__Collected data__.
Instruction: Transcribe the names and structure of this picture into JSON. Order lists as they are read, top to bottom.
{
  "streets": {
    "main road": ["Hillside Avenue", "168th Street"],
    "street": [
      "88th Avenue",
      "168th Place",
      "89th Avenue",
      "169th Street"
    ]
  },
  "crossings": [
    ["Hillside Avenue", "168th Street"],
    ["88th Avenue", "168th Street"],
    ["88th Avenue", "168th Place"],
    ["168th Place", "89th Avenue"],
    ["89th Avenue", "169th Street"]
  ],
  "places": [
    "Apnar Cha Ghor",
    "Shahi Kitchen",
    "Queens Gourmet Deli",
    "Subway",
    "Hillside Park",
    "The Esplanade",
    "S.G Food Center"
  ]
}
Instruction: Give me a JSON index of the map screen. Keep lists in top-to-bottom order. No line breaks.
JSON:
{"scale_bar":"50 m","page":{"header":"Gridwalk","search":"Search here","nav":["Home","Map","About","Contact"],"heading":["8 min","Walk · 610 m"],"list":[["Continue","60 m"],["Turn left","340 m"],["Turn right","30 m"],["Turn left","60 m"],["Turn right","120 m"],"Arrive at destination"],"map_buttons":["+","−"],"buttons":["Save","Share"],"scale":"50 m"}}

__Your goal__. Each of the records should be retyped exactly.

__Solution for this exercise__.
Instruction: Transcribe the names and structure of this picture into JSON. Order lists as they are read, top to bottom.
{
  "streets": {
    "main road": ["Hillside Avenue", "168th Street"],
    "street": [
      "88th Avenue",
      "168th Place",
      "89th Avenue",
      "169th Street"
    ]
  },
  "crossings": [
    ["Hillside Avenue", "168th Street"],
    ["88th Avenue", "168th Street"],
    ["88th Avenue", "168th Place"],
    ["168th Place", "89th Avenue"],
    ["89th Avenue", "169th Street"]
  ],
  "places": [
    "Apnar Cha Ghor",
    "Shahi Kitchen",
    "Queens Gourmet Deli",
    "Subway",
    "Hillside Park",
    "The Esplanade",
    "S.G Food Center"
  ]
}
Instruction: Give me a JSON index of the map screen. Keep lists in top-to-bottom order. No line breaks.
JSON:
{"scale_bar":"50 m","page":{"header":"Gridwalk","search":"Search here","nav":["Home","Map","About","Contact"],"heading":["8 min","Walk · 610 m"],"list":[["Continue","60 m"],["Turn left","340 m"],["Turn right","30 m"],["Turn left","60 m"],["Turn right","120 m"],"Arrive at destination"],"map_buttons":["+","−"],"buttons":["Save","Share"],"scale":"50 m"}}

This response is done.